• **Task brief**
Below are the records; copy each line in which "JSON" occurs.
START Data to examine
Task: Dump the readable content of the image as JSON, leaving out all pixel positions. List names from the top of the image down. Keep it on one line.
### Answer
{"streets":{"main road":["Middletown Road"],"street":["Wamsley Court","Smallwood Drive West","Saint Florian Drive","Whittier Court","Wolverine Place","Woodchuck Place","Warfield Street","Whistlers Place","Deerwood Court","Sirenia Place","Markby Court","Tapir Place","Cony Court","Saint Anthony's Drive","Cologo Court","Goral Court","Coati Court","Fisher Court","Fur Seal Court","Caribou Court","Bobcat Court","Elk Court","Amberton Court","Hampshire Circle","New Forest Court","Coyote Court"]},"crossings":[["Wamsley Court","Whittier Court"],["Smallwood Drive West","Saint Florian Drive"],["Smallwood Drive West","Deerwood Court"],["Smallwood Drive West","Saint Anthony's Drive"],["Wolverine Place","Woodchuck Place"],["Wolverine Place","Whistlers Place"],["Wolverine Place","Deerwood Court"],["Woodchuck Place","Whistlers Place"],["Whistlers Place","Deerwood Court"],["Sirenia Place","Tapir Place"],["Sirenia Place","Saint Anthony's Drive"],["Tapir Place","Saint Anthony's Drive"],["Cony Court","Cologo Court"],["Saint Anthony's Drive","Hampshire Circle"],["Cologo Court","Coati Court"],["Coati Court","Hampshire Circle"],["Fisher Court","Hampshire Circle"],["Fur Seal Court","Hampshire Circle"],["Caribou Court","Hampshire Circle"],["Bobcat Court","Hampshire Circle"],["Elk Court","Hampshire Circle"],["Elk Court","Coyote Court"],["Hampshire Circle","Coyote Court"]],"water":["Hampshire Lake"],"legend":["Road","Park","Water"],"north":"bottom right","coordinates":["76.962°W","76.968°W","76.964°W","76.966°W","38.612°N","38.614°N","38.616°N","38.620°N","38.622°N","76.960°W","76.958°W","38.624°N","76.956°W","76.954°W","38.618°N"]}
END Data to examine
START Data to examine
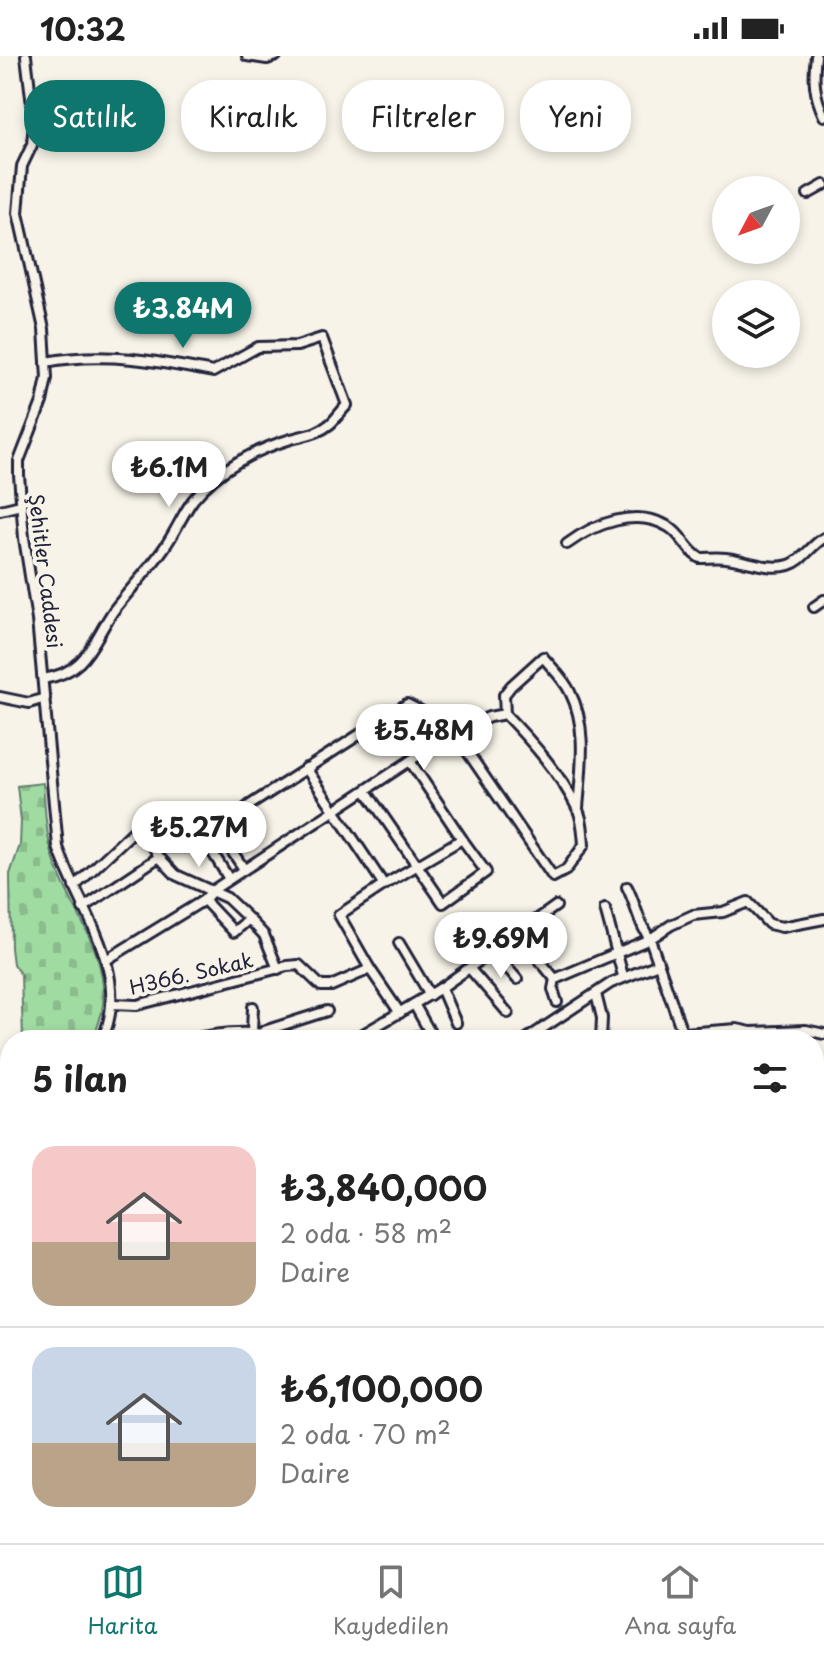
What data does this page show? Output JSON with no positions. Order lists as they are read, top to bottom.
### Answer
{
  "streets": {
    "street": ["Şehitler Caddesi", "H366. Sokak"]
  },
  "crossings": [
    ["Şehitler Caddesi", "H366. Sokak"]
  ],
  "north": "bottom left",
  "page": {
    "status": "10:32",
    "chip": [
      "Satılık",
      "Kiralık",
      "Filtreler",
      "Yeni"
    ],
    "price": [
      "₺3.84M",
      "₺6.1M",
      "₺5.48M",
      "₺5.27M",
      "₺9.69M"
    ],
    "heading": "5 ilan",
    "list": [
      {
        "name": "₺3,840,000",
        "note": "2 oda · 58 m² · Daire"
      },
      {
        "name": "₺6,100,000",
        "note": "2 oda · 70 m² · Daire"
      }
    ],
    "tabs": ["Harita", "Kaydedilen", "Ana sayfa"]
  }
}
END Data to examine
• **Solution to this exercise**
Task: Dump the readable content of the image as JSON, leaving out all pixel positions. List names from the top of the image down. Keep it on one line.
What data does this page show? Output JSON with no positions. Order lists as they are read, top to bottom.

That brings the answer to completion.